SCRIPTS – Contestations of the Liberal Script
Der erfolgreiche Exzellenzcluster erforscht Anfeindungen liberaler Gesellschaftsentwürfe und die Resilienz demokratischer Staaten / Interview mit Cluster-Sprecherin Tanja Börzel, Freie Universität Berlin
22.05.2025
Clustersprecherin und Politikprofessorin Dr. Tanja Börzel
Bildquelle: Vinicius Doti / Fundação Fernando Henrique Cardoso
Der Exzellenzcluster „SCRIPTS: Demokratie unter Druck“ wird fortgesetzt, eine zweite Förderphase – von Januar 2026 an für sieben Jahre – wurde am 22. Mai 2025 bewilligt. Cluster-Sprecherin Tanja Börzel, Professorin für Politikwissenschaft, im campus.leben-Interview über die Forschungsfragen der ausgehenden Förderphase und Schwerpunkte der kommenden Jahre.
SCRIPTS: Demokratie unter DruckDer Exzellenzcluster Contestations of the Liberal Script (SCRIPTS) beschäftigt sich mit Anfechtungen der liberalen Ordnung: Das Erstarken populistischer Parteien oder der Krieg in der Ukraine – das Forschungsthema ist hochaktuell.
Antragstellende Hochschule: Freie Universität Berlin
Sprecherin: Prof.
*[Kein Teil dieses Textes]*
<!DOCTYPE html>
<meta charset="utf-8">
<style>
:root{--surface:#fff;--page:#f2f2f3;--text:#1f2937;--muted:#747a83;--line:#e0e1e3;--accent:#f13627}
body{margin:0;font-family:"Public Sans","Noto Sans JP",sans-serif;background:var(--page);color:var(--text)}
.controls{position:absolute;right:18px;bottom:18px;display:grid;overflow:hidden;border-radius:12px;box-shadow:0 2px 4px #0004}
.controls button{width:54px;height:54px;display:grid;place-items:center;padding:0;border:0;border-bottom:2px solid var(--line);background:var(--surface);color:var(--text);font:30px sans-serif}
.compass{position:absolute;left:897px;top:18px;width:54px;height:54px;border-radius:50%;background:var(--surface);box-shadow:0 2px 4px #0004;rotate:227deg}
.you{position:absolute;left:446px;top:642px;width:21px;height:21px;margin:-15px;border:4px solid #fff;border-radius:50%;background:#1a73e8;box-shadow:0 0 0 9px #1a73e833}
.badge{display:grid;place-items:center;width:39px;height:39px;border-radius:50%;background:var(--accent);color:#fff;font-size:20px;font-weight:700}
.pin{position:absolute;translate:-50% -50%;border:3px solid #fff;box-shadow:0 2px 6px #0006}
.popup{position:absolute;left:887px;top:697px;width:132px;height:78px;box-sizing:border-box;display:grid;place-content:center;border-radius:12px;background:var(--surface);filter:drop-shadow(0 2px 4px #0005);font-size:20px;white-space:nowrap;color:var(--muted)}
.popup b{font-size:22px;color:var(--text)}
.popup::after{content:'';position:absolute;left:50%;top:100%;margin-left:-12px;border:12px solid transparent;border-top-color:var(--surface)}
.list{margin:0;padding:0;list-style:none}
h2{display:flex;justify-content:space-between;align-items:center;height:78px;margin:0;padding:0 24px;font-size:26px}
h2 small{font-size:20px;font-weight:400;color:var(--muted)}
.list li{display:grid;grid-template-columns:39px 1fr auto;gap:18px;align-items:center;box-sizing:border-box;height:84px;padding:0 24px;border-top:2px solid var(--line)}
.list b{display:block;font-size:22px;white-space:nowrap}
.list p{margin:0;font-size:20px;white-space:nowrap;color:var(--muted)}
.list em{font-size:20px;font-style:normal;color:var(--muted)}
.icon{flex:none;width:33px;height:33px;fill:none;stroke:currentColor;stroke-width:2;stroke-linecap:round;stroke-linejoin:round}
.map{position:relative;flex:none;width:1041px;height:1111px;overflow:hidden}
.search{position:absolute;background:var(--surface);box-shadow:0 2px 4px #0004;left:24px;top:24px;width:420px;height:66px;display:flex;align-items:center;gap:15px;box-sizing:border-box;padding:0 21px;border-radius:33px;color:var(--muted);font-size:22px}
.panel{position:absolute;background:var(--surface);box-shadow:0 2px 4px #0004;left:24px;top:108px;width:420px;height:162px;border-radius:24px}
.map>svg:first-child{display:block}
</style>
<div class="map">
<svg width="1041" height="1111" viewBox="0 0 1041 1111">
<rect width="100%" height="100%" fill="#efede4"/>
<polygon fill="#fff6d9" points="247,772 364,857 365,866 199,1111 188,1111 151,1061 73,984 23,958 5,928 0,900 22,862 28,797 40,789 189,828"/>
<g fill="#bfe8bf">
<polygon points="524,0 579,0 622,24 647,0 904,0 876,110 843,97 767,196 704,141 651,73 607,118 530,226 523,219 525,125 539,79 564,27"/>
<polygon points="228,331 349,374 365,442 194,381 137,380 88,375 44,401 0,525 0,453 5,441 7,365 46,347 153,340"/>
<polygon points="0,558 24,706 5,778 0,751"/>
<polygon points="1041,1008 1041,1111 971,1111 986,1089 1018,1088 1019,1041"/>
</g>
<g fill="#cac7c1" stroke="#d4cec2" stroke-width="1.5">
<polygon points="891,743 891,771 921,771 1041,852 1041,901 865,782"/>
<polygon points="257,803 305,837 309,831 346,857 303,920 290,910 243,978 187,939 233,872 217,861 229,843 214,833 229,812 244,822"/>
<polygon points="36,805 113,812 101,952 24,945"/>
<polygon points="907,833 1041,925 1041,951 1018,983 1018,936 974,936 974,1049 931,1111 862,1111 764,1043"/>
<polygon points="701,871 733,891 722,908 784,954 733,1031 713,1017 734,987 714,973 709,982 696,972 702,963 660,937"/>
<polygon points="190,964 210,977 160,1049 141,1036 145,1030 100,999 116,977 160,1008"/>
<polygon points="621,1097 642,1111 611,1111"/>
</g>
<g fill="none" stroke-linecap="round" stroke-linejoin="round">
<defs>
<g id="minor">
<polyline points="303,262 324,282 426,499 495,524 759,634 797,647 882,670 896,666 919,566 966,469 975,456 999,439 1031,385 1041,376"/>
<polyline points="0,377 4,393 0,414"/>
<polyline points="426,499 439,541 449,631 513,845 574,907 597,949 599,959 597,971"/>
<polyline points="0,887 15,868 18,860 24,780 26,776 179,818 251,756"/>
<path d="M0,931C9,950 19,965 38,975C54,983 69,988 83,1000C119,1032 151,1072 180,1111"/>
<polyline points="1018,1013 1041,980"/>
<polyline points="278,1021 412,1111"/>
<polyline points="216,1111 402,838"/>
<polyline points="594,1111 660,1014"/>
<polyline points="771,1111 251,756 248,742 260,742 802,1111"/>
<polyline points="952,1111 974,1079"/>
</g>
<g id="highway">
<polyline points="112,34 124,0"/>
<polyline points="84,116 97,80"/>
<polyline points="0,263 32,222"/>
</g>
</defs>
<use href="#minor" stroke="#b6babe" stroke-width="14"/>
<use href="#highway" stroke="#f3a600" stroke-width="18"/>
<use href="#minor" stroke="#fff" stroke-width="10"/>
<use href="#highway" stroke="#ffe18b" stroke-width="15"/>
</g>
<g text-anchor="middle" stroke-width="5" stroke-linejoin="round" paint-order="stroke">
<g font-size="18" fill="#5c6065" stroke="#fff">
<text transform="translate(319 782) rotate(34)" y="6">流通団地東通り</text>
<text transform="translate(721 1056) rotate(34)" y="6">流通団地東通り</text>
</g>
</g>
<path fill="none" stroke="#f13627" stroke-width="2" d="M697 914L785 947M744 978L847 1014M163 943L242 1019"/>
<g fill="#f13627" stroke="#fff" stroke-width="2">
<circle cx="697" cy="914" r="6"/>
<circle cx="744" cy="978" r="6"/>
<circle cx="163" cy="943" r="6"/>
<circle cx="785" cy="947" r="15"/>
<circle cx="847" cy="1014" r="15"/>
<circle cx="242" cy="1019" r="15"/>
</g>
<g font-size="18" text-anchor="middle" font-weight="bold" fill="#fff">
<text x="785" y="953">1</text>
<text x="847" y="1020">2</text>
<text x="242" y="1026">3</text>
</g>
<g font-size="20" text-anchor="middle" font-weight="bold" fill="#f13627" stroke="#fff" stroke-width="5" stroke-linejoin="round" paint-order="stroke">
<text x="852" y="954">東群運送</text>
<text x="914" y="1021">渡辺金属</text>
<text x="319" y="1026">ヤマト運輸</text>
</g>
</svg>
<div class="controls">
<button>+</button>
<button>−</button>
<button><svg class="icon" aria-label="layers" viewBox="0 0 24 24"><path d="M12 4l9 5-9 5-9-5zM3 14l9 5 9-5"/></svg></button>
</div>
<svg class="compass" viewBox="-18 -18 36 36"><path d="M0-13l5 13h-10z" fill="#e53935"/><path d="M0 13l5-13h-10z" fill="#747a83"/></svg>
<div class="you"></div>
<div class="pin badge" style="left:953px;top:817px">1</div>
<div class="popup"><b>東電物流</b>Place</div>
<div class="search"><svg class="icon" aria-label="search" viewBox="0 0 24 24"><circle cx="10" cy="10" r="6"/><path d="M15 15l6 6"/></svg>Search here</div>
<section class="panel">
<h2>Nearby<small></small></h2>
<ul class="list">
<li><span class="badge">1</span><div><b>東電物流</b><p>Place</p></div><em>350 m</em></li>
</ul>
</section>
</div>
Dr. Tanja Börzel (Freie Universität Berlin)
campus.leben: Welche Forschungsfragen werden bei SCRIPTS bearbeitet?
Tanja Börzel: Im Cluster SCRIPTS geht es darum, die sich weltweit verschärfenden Auseinandersetzungen um liberale Gesellschaftsentwürfe zu verstehen und zu erklären – wir fragen danach, wie liberale „Skripte“ entstehen, was sie ausmacht und auf welche Anfechtungen sie stoßen, sowohl im Inneren, zum Beispiel durch den wachsenden autoritären Populismus, als auch von außen, etwa durch aggressive Staaten.
Dabei untersuchen wir, wie sich solche Anfechtungen manifestieren und welche Folgen sie haben, etwa indem liberale Demokratien erodieren. Gleichzeitig wollen wir herausfinden, was freiheitliche Gesellschaften resilient macht.
Welche Schwerpunkte haben Sie in den vergangenen Jahren gesetzt?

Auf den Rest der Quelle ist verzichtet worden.